● **ASSIGNMENT**
"service" appears in how many lines of the entries? State only the number.

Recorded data
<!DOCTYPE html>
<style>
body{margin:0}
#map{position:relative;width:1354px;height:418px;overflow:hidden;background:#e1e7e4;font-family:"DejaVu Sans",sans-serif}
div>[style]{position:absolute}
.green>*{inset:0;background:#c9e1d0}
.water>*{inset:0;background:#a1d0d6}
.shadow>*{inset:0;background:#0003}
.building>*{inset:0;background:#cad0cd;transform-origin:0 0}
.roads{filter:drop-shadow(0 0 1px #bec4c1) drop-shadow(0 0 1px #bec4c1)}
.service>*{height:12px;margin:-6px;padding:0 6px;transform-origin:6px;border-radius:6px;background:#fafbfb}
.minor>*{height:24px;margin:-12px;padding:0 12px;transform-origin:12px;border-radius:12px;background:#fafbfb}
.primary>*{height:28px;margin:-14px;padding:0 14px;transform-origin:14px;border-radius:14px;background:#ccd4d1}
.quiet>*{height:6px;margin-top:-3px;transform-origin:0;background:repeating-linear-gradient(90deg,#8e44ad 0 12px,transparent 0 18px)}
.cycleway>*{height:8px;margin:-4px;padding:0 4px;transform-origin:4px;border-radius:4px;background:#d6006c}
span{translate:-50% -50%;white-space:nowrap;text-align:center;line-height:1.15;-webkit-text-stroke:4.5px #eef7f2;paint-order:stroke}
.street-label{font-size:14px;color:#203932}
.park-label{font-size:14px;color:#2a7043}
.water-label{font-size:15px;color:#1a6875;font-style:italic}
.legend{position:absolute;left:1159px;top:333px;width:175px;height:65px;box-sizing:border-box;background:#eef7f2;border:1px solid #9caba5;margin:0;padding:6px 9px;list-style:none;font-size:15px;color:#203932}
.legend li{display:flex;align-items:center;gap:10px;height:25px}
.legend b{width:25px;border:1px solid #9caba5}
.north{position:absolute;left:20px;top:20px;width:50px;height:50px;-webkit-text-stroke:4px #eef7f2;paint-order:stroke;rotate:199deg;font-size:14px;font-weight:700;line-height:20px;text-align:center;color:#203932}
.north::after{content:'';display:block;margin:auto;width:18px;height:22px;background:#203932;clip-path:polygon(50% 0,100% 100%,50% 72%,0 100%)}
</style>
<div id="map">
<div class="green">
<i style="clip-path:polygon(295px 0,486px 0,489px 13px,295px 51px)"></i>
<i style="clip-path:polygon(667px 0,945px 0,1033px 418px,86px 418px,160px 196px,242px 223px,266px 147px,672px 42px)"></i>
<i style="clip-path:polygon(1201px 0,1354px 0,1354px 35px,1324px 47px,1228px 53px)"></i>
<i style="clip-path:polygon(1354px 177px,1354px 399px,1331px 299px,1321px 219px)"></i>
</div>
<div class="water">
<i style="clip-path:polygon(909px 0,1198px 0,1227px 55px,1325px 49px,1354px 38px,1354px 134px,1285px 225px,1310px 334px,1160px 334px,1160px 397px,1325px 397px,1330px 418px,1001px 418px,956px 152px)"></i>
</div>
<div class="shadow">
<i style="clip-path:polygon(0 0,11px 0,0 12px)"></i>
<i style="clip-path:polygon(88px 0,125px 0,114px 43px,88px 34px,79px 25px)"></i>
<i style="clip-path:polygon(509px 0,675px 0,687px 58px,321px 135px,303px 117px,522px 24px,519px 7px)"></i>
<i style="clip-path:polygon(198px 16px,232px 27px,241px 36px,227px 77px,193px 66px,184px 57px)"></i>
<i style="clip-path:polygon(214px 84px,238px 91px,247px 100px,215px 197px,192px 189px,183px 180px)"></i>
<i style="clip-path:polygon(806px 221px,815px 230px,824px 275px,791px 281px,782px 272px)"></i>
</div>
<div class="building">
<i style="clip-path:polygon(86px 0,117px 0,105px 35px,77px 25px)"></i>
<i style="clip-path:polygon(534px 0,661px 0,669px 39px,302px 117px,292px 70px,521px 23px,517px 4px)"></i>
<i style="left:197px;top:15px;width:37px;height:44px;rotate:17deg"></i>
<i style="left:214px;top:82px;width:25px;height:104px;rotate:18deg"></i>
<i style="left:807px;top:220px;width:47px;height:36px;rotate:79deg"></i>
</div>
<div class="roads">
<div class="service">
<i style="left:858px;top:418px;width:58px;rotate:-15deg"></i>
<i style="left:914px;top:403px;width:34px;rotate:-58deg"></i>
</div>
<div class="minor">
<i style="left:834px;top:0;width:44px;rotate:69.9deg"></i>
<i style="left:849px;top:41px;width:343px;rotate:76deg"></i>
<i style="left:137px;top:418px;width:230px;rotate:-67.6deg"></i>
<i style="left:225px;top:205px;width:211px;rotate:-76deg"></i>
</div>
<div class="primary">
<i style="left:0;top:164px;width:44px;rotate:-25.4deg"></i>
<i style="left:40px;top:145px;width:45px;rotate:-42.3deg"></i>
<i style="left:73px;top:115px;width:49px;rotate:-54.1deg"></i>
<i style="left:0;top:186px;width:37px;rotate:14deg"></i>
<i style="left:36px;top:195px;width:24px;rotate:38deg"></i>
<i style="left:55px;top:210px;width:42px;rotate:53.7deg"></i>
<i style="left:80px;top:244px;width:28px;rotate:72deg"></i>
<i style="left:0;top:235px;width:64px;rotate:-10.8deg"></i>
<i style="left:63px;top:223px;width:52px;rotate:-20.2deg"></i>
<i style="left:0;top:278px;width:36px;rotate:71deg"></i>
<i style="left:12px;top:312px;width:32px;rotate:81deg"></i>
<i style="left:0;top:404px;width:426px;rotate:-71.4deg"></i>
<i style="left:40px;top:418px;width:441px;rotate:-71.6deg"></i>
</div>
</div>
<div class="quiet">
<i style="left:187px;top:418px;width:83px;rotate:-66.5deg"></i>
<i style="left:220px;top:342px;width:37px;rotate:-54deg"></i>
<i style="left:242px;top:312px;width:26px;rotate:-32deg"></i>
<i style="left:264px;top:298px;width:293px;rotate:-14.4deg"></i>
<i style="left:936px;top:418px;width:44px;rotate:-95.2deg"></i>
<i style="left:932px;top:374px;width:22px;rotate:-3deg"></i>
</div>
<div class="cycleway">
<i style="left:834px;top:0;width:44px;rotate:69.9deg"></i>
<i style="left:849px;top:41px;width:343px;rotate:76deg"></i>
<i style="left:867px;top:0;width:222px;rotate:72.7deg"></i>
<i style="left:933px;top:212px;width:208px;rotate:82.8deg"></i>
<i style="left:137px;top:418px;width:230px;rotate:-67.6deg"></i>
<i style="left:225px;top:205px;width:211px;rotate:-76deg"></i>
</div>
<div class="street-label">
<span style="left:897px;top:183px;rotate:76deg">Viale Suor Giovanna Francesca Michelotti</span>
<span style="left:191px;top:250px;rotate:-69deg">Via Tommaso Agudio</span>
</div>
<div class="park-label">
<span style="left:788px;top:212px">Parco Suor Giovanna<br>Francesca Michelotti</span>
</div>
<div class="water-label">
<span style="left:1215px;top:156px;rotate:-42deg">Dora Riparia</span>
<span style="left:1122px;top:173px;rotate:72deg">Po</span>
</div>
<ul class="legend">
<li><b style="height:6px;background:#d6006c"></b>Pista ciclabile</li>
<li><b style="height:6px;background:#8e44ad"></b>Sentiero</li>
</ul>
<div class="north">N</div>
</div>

● **ANSWER BOX**
2